A União Desportiva de Santarém (UDS) aguarda a decisão da Federação Portuguesa de Futebol de aceitar, ou não, a presença do Vitória de Setúbal na Liga 3, na próxima temporada, por o clube sadino se encontrar, desde 2 de Maio, insolvente. 

Segundo apurámos, a lista provisória de credores é superior a 26 milhões de euros, incluindo, dívidas à Autoridade Tributária, Segurança Social e a outros clubes. 

“Aguardamos o cumprimento dos regulamentos por parte da FPF”, afirma Pedro Patrício, presidente da UDS, que garante estar preparado para subir à Liga 3, ocupando a vaga que o Vitória conseguiu no terreno de jogo.

A UDS deverá ser o clube convidado pela Federação caso o Vitória não apresente, até ao próximo dia 20, os requisitos legais para integrar a próxima edição da Liga 3.

Se tal acontecer, os regulamentos indicam que caso alguma das equipas não cumpra os requisitos obrigatórios para subirem do Campeonato de Portugal à Liga 3, será o terceiro classificado dessa mesma série (2) a poder ocupar a vaga, no caso a UDS.

“Desde o passado dia 2 de Maio, quando foi pública a insolvência do Vitória de Setúbal, ficou claro que poderia abrir-se mais uma vaga de subida na nossa série. Ainda assim, o nosso foco no relvado foi sempre jogar para conseguirmos garantir um dos dois primeiros lugares, algo que, infelizmente, acabou por não acontecer. Perante este cenário, e se o desiderato acabar por ser esse, ou seja, o Vitória de Setúbal não apresentar as obrigações inerentes à inscrição na Liga 3, o que posso garantir é que o União de Santarém tem tudo preparado para poder assumir a vaga”, assumiu Pedro Patrício.

Pedro Patrício, presidente da União de Santarém diz-se “tranquilo”, a aguardar que a FPF faça cumprir o regulamento disciplinar, nomeadamente o ponto 2 do artigo 14, pela defesa da verdade desportiva que refere: “Qualquer circunstância que conduza um Clube ao não preenchimento de uma vaga de subida à Liga 3 para a qual se qualificou determina a sua substituição pelo clube imediatamente melhor classificado da mesma série da 2.ª fase do Campeonato de Portugal, e assim sucessivamente até preenchimento da vaga”.

O presidente da UDS acrescenta ainda que “já fomos notificados pela Comissão de Licenciamento da FPF, na sua reunião de 27 de Maio de 2024, da deliberação na atribuição de licença à UDS para a participação na LIGA 3, na época desportiva 2024/2025, em virtude do cumprimento de todos os critérios, de verificação cumulativa, previstos no Regulamento do Licenciamento de Clubes para as Competições da FPF.”

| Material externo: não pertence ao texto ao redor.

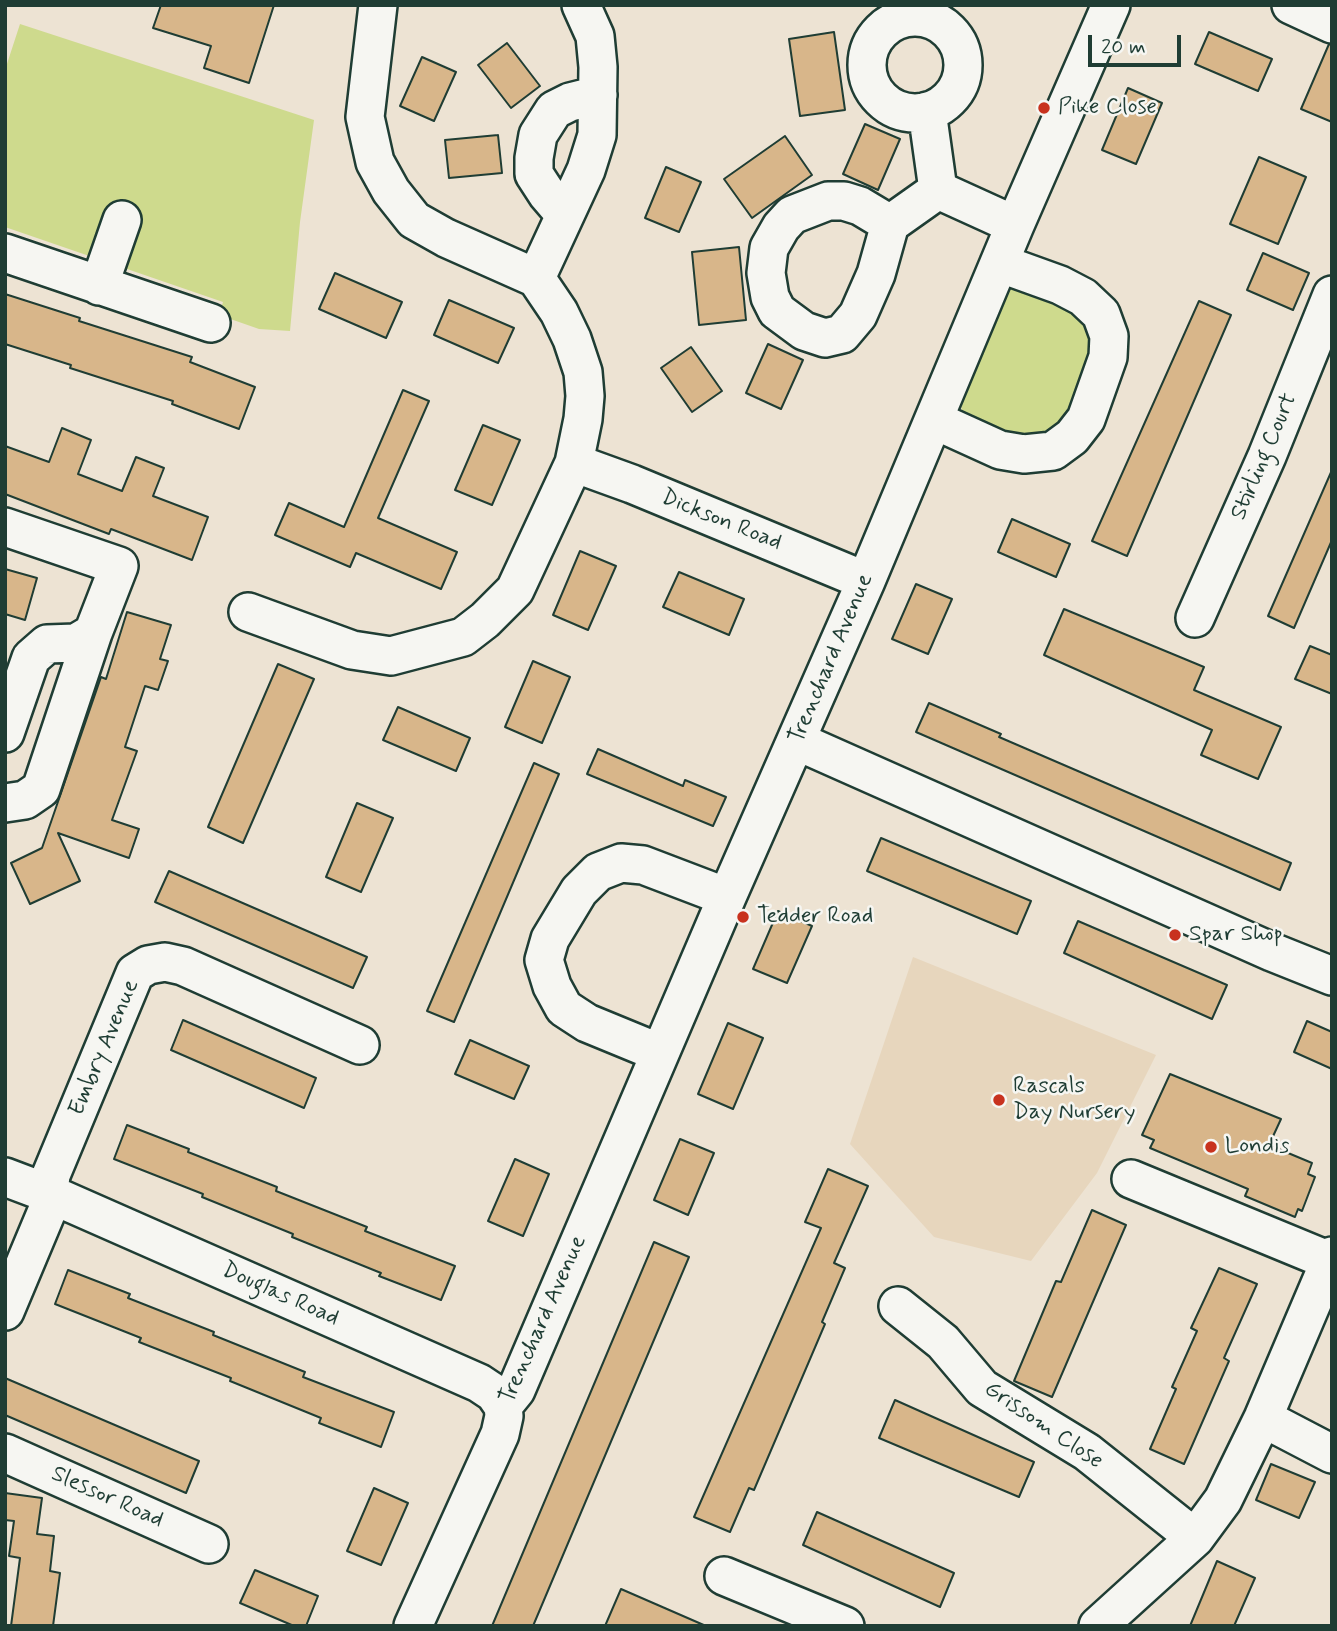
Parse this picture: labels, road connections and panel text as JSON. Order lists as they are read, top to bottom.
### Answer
{
  "streets": {
    "street": [
      "Stirling Court",
      "Dickson Road",
      "Trenchard Avenue",
      "Embry Avenue",
      "Douglas Road",
      "Grissom Close",
      "Slessor Road"
    ]
  },
  "crossings": [
    ["Dickson Road", "Trenchard Avenue"],
    ["Trenchard Avenue", "Douglas Road"],
    ["Embry Avenue", "Douglas Road"]
  ],
  "places": [
    "Pike Close",
    "Tedder Road",
    "Spar Shop",
    "Rascals Day Nursery",
    "Londis"
  ],
  "scale_bar": "20 m"
}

No plano desportivo, Pedro Patrício refere que “já há algum tempo, estamos a trabalhar juntamente com a equipa técnica o planeamento do plantel sénior e da restante estrutura do futebol de formação, para dentro de poucas semanas, começar a época 24/25 na LIGA 3.”

Vitória emite comunicado

A propósito dos acontecimentos verificados no último U. Santarém- Vitória de Setúbal, nomeadamente, a alegada substituição de um jogador vitoriano após ter visto o segundo cartão amarelo, e do consequente protesto da UDS junto da Federação Portuguesa de Futebol,  a turma sadina emitiu um comunicado, a 29 de Maio, no qual repudia veemente as práticas antidesportivas e a postura do “vale tudo” da União Desportiva de Santarém, que recorre a métodos improváveis para tentar inverter o resultado de uma partida”.

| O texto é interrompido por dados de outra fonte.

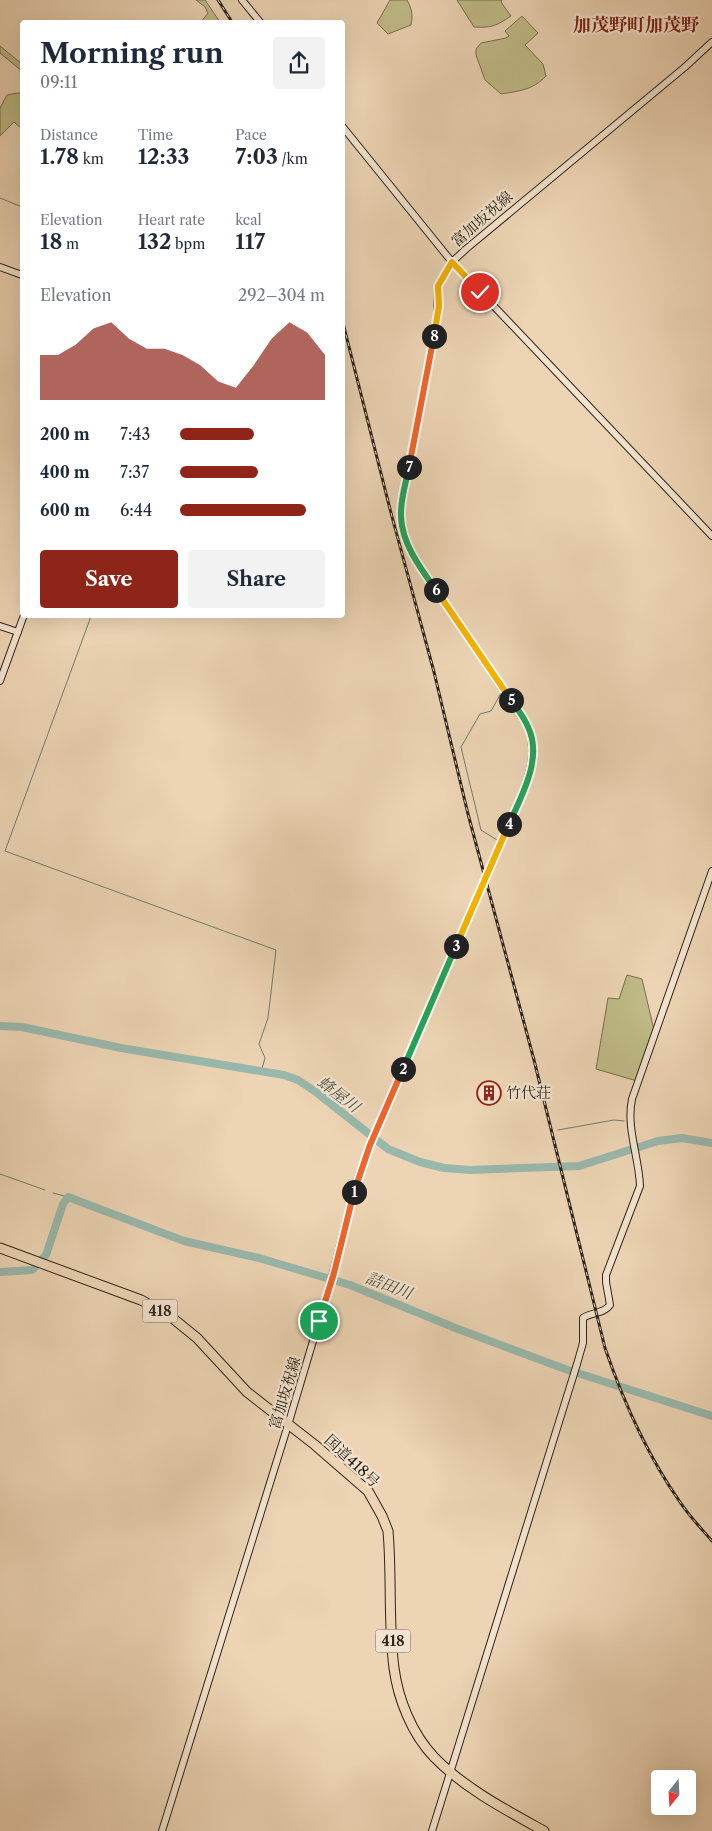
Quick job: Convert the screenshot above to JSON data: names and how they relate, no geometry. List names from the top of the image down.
{
  "streets": {
    "highway": ["418", "国道418号"],
    "main road": ["富加坂祝線"]
  },
  "crossings": [
    ["富加坂祝線", "国道418号"]
  ],
  "districts": ["加茂野町加茂野"],
  "water": ["蜂屋川", "詰田川"],
  "places": {
    "building": ["竹代荘"]
  },
  "north": "bottom",
  "page": {
    "heading": ["Morning run", "09:11"],
    "stats": [
      ["Distance", "1.78 km"],
      ["Time", "12:33"],
      ["Pace", "7:03 /km"],
      ["Elevation", "18 m"],
      ["Heart rate", "132 bpm"],
      ["kcal", "117"]
    ],
    "chart": ["Elevation", "292–304 m"],
    "pins": [
      "8",
      "7",
      "6",
      "5",
      "4",
      "3",
      "2",
      "1"
    ],
    "list": [
      {
        "name": "200 m",
        "note": "7:43"
      },
      {
        "name": "400 m",
        "note": "7:37"
      },
      {
        "name": "600 m",
        "note": "6:44"
      }
    ],
    "buttons": ["Save", "Share"]
  }
}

No mesmo comunicado o Vitória considera “falso” o que a UDS alega, nomeadamente que “o jogador do VFC, nº10 Caleb Santos Rocha, terá recebido o segundo cartão amarelo antes de abandonar o terreno de jogo”. 

“O jogador do VFC nº10 Caleb Santos Rocha, recebe o cartão amarelo, quando já se encontrava fora do terreno de jogo, e no caminho para o banco de suplentes, como demonstram as imagens”, defende o clube sadino que garante: “Só é exibido o cartão vermelho ao jogador do VFC nº10 Caleb Santos Rocha, quando este já se encontrava no banco de suplentes, e depois da entrada em campo do jogador nº88 Paulo Lima, como se pode ver nas imagens da transmissão do jogo”.

A terminar o longo comunicado, a direcção do Vitória refere que “não se revendo na postura antidesportiva e no “vale tudo”, corta com efeitos imediatos todas e quaisquer relações institucionais com a União Desportiva de Santarém”.

O imbróglio está lançado e a decisão final sobre o futuro dos dois clubes ao nível competitivo está nas mãos dos órgãos competentes para os julgar da Federação Portuguesa de Futebol.